Chapter 19 - Rosalia

Rosalia paced in the dim little room, palms scraped bloody from clawing against the wood, and tried not to give in to the hopelessness dragging at her chest. Her father’s scent lingered in the air, sharp with arrogance.

She could still hear his voice, smug and cruel, promising that now was the time to strike.

They’re going after Silvermist.

Her pulse hammered in her ears. Rick. Eva. The Iron Walkers. If she stayed here, caged and useless, they would walk blind into the slaughter.

She spun, scanning the small chamber. The bolt on the door was solid, the hinges reinforced. Two Green Mountain wolves had stationed themselves outside; she could hear their low voices, the scrape of boots. That way was death.

But she remembered another way.

This was not the first time John Heath had locked her away. As a girl, she had been shut in more rooms than she could count. Punishment for disobedience, for asking questions, for existing too loudly. And she had learned, back then, that windows offered more than light.

Rosalia crossed to the far wall.
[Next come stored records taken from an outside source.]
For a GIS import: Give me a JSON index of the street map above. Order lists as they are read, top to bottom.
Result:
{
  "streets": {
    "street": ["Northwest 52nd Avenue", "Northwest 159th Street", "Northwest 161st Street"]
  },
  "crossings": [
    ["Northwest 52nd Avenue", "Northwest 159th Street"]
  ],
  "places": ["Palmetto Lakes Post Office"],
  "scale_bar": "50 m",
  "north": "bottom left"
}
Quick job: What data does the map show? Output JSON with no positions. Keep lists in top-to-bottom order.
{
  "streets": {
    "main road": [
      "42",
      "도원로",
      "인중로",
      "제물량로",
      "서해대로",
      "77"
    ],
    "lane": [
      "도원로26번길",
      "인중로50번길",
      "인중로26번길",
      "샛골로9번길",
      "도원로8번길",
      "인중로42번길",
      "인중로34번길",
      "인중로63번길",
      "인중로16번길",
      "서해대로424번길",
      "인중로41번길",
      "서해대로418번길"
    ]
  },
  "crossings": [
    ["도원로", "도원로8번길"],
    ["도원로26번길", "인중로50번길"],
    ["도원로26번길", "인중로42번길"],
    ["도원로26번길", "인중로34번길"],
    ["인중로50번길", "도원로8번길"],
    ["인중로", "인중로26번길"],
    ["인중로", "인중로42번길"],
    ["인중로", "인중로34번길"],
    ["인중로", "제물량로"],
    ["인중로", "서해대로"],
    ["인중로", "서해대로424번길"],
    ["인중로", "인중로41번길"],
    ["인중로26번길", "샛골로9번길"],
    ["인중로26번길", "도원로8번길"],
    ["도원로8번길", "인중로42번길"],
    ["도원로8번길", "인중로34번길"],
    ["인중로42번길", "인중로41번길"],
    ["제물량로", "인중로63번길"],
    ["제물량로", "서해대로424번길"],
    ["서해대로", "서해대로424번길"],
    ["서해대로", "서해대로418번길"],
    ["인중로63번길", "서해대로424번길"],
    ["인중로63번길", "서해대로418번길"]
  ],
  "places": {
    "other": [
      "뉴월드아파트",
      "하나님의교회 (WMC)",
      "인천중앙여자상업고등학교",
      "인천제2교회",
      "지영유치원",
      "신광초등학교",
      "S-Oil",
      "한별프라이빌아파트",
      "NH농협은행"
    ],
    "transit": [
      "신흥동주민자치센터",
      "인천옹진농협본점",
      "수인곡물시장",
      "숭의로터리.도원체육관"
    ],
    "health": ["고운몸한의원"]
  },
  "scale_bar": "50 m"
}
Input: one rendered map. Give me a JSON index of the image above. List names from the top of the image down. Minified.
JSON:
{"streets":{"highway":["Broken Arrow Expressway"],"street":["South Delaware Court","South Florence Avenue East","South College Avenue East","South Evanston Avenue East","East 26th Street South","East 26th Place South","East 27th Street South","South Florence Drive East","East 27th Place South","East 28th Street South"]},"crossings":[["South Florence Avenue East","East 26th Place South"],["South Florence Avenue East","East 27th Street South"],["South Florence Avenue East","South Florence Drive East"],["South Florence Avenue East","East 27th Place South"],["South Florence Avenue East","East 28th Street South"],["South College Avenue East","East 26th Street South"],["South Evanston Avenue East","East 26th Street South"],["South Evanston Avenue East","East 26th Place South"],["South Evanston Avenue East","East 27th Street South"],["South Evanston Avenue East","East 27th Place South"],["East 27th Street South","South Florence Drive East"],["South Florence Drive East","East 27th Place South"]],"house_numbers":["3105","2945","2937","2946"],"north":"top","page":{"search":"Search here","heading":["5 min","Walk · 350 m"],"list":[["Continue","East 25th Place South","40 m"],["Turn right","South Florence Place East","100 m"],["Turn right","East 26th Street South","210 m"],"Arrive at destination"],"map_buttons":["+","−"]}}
The window sat high, square and narrow, barred by curtains heavy with dust. She tugged them aside and unlatched the frame. The night air slapped her face, cold and wild.

Her heart stuttered. She could do this. She had done it before.

The memory of John’s punishment, of the beating she had received, haunted her. But she shoved it down. She had to be brave.

She stripped off her shoes and slung her coat across her shoulders. Then, with a last look at the closed door, she climbed onto the sill. The drop below yawned like a mouth, but the old drainpipe still clung to the wall, just as it had years ago when she was a girl sneaking to the stables.

She gripped the pipe and swung out into the night.

The metal bit into her palms. For a heartbeat, she thought it would give way, tear loose from the wall, send her crashing to the ground.

But it held. She climbed down hand over hand, toes searching for cracks in the mortar.

The pipe rattled beneath her, but she didn’t stop, didn’t breathe, until her feet hit earth.

Her wolf surged beneath her skin, restless, urgent. Run, it demanded.

Rosalia tore the coat from her shoulders and let the shift take her.

Pain and heat tore through her bones as her body bent, reshaped, fur bristling across her skin. Her vision sharpened; her hearing stretched wide. The night erupted into color and sound.

She landed on four paws and bolted.

The forest swallowed her whole.

Branches whipped at her flanks as she drove herself forward, muscles burning, lungs pulling air in great heaves.

The earth was a blur of pine and leaf-mold, the moon a pale coin above the canopy.

She followed the pull in her chest, the bond that tied her to the Iron Walkers, to Silvermist, to the fragile place she had begun to call home.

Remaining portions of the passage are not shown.